◆ Exercise goal: Output the data below in full, byte for byte. Nothing may differ.

◆ Given information:

BEGIN

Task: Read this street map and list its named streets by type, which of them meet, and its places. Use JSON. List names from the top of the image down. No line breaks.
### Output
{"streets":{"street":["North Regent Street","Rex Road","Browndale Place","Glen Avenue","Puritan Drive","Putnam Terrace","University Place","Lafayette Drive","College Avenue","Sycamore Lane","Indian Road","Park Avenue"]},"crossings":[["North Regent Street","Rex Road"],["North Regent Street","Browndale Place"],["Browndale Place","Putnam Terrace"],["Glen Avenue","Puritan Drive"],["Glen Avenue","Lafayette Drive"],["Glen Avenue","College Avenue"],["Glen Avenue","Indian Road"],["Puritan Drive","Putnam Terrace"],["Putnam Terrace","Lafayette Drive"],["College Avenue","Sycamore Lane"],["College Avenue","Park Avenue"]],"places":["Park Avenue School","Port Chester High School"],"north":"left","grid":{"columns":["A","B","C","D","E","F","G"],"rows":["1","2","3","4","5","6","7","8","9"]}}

END

◆ Response for this exercise:
Task: Read this street map and list its named streets by type, which of them meet, and its places. Use JSON. List names from the top of the image down. No line breaks.
### Output
{"streets":{"street":["North Regent Street","Rex Road","Browndale Place","Glen Avenue","Puritan Drive","Putnam Terrace","University Place","Lafayette Drive","College Avenue","Sycamore Lane","Indian Road","Park Avenue"]},"crossings":[["North Regent Street","Rex Road"],["North Regent Street","Browndale Place"],["Browndale Place","Putnam Terrace"],["Glen Avenue","Puritan Drive"],["Glen Avenue","Lafayette Drive"],["Glen Avenue","College Avenue"],["Glen Avenue","Indian Road"],["Puritan Drive","Putnam Terrace"],["Putnam Terrace","Lafayette Drive"],["College Avenue","Sycamore Lane"],["College Avenue","Park Avenue"]],"places":["Park Avenue School","Port Chester High School"],"north":"left","grid":{"columns":["A","B","C","D","E","F","G"],"rows":["1","2","3","4","5","6","7","8","9"]}}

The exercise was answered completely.